As part of our efforts to make Code.gov as useful as possible to our users, we have implemented rules to score the quality of the data being indexed into Code.gov. This score is not a judgement or critique of the data itself, but an effort on our part to quantify the data we have determined our users look for and need while using our site and API.
We determine the quality score of a repository by using a series of rules and passing the repository through a rules engine. We also assign a point value to each field that symbolizes the value that field has for Code.gov.
The rules can vary from field to field. As an example, we evaluate the existance of data in all fields before we add their weight to the overall score, but in the case of the description field we also evaluate that the content of the field is not the same as the name of the project and we make a "naive" evaluation on the amount of content that the field has (word count). Other fields are evaluated depending on the data that is expected and desired in them.

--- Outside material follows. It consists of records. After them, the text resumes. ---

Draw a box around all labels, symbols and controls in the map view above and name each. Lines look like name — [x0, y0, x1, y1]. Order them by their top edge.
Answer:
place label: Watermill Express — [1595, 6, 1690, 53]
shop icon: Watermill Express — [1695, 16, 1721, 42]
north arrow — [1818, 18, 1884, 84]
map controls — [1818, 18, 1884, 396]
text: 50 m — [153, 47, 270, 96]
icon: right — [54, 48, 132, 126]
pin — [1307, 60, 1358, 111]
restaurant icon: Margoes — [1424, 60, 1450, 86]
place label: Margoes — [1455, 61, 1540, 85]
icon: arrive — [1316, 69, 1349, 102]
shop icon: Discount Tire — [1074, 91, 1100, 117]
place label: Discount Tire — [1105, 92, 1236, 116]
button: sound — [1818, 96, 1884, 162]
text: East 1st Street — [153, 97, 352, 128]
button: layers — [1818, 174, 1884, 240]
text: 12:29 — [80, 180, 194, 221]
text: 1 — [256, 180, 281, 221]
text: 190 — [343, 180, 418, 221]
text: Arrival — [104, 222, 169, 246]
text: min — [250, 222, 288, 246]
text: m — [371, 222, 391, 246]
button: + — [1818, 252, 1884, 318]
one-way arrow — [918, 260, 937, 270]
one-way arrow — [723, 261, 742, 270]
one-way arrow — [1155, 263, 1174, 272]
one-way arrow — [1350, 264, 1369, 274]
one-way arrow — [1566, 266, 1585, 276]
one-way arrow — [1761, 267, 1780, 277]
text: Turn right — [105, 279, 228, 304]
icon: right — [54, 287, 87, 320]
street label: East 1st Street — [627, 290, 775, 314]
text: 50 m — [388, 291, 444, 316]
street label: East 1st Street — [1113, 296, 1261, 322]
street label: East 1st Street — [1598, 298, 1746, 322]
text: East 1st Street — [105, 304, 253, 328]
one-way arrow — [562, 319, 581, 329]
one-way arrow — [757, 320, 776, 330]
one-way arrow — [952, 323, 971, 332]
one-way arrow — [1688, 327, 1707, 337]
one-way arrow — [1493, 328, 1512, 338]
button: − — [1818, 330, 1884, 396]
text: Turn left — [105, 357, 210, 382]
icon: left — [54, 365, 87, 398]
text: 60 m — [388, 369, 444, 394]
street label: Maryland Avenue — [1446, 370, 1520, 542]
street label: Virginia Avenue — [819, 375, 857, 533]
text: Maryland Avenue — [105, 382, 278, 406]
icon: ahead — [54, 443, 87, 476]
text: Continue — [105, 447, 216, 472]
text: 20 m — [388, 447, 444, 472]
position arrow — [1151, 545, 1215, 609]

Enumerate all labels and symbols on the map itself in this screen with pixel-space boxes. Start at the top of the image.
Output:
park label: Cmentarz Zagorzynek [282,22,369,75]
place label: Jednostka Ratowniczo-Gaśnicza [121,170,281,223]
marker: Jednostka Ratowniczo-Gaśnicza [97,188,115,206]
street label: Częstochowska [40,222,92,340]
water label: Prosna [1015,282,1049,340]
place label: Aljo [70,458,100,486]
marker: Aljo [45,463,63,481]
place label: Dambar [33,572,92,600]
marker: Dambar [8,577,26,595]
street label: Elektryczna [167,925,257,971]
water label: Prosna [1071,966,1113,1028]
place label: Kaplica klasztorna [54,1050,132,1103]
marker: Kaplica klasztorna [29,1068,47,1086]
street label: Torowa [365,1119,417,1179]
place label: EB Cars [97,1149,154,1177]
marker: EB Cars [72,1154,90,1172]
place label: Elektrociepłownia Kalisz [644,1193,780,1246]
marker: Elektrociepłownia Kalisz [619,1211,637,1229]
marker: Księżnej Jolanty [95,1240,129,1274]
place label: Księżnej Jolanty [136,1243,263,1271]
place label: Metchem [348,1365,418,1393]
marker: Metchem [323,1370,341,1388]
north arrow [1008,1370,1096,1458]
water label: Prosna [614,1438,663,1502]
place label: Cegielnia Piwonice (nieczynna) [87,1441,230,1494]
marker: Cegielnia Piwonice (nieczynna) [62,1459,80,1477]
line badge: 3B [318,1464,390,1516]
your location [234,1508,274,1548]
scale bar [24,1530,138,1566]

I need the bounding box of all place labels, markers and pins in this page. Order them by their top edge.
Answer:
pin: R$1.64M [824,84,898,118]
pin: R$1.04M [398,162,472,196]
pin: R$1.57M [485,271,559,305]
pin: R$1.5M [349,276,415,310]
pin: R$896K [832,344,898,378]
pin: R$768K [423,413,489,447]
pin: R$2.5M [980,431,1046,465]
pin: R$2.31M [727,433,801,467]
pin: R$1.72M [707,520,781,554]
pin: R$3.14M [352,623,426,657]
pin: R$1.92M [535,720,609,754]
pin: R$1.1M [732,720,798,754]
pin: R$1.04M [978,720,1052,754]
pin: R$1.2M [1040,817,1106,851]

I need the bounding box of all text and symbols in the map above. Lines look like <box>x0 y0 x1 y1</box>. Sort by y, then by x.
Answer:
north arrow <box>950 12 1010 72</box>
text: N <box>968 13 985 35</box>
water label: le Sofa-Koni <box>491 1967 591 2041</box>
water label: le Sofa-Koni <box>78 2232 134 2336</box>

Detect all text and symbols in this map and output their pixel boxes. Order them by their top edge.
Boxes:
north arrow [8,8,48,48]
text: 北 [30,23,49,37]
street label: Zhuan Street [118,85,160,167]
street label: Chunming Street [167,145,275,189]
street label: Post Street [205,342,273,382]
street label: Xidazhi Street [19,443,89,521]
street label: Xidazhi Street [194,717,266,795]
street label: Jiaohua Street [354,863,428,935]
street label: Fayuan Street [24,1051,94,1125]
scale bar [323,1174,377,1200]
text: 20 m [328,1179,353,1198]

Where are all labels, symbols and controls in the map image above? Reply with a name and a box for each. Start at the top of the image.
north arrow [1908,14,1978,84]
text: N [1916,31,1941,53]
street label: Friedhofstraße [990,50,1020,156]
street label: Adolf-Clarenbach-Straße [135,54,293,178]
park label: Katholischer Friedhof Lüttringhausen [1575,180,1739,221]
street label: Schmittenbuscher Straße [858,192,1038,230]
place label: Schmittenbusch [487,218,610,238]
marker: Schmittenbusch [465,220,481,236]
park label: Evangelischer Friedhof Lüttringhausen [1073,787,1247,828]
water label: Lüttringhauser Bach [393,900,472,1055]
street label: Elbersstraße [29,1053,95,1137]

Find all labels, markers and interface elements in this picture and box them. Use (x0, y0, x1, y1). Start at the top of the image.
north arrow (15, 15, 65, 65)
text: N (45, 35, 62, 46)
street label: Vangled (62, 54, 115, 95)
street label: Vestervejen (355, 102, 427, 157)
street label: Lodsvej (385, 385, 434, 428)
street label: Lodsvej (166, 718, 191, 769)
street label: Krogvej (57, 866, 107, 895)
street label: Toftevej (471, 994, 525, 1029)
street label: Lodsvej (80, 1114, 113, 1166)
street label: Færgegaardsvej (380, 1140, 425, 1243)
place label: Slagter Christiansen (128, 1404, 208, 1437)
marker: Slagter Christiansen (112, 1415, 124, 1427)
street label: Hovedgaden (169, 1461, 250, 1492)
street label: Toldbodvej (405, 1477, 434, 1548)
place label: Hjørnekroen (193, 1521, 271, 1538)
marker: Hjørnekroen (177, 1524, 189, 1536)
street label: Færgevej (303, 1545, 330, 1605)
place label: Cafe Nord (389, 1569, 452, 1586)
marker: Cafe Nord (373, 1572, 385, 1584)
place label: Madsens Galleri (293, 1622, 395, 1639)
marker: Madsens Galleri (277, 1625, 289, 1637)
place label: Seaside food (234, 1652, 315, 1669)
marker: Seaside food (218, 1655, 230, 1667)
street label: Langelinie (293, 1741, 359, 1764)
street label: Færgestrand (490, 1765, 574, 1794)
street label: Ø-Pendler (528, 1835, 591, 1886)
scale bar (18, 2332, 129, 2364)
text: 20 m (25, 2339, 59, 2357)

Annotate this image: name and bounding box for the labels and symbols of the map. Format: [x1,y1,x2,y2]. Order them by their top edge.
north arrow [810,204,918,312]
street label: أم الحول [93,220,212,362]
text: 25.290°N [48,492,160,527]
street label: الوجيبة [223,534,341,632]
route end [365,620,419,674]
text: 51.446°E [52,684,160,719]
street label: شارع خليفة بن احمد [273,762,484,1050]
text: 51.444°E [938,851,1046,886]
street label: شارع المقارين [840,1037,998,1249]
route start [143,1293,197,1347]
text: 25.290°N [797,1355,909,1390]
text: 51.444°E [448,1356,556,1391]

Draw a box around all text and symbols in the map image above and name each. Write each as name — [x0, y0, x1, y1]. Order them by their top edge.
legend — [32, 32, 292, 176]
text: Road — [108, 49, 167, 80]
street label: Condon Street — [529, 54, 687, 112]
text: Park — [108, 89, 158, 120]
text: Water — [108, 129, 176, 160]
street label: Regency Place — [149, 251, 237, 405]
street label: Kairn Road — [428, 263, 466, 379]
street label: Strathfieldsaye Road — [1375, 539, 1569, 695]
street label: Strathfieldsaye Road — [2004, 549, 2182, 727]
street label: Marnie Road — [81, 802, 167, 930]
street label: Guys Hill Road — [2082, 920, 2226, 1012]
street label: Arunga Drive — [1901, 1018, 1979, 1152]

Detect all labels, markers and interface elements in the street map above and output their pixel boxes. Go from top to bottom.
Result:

We give point values between 0 and 10. These values are the maximum score that data in the field can obtain. There are fields where data is evaluated and may be awared less than the values in the following table. Also, fields like tags may be awarded partial value based on number of items
Field Name | Max Field Points | Required | Notes |
---|---|---|---|
name | 10 | yes | |
version | 1 | yes | |
organization | 5 | ||
description | 10 | yes | 0 points if descriptions and name are same, 0 points if description is less then 3 words, 3 points if description is less then 10 words, 5 points if description is less then 20 words, 8 points if description is less then 30 words, 10 (full) points if description is 30 or more words |
permissions.licenses.URL | 1 | Licenses is an Array of objects and it should have atleast 1 element | |
permissions.licenses.name | 7 | Licenses is an Array of objects and it should have atleast 1 element | |
permissions.usageType | 10 | yes | 1 point if exempt*, 5 points if governmentWideReuse, 10 (full) points if openSource' |
permissions.exemptionText | 5 | 5 (full) points if usageType is openSource/governmentWideReuse OR exemptionText is present, 0 otherwise | |
tags | 10 | yes | Tags is an Array objects, 4 points if 1 tag element, 6 points if 2 tag elements, 10 (full) points if 3 or more tag elements |
contact.email | 10 | yes | |
contact.name | 5 | ||
contact.URL | 5 | ||
contact.phone | 5 | ||
status | 5 | ||
vcs | 5 | ||
repositoryURL | 10 | yes | 10 (full) points if valid URL (starts with https:// or http://) |
homepageURL | 7 | must exists and be a valid URL to get full points | |
downloadURL | 3 | must exists and be a valid URL to get full points | |
disclaimerURL | 3 | must exists and be a valid URL to get full points | |
disclaimerText | 3 | ||
languages | 10 | Languages is an Array of strings, must have atleast 1 element to get full points | |
laborHours | 10 | yes | Full points if a positive numeric value |
relatedCode.name | 1 | ||
relatedCode.URL | 1 | must exists and be a valid URL to get full points | |
relatedCode.isGovernmentRepo | 1 | ||
reusedCode.name | 1 | ||
reusedCode.URL | 1 | must exists and be a valid URL to get full points | |
partners.name | 1 | ||
partners.email | 1 | ||
date.created | 5 | ||
date.lastModified | 5 | ||
date.metadataLastUpdated | 2 |
We are using the simple-rules-engine package to evaluate the rules we've created for each field. Our current rules can be seen here.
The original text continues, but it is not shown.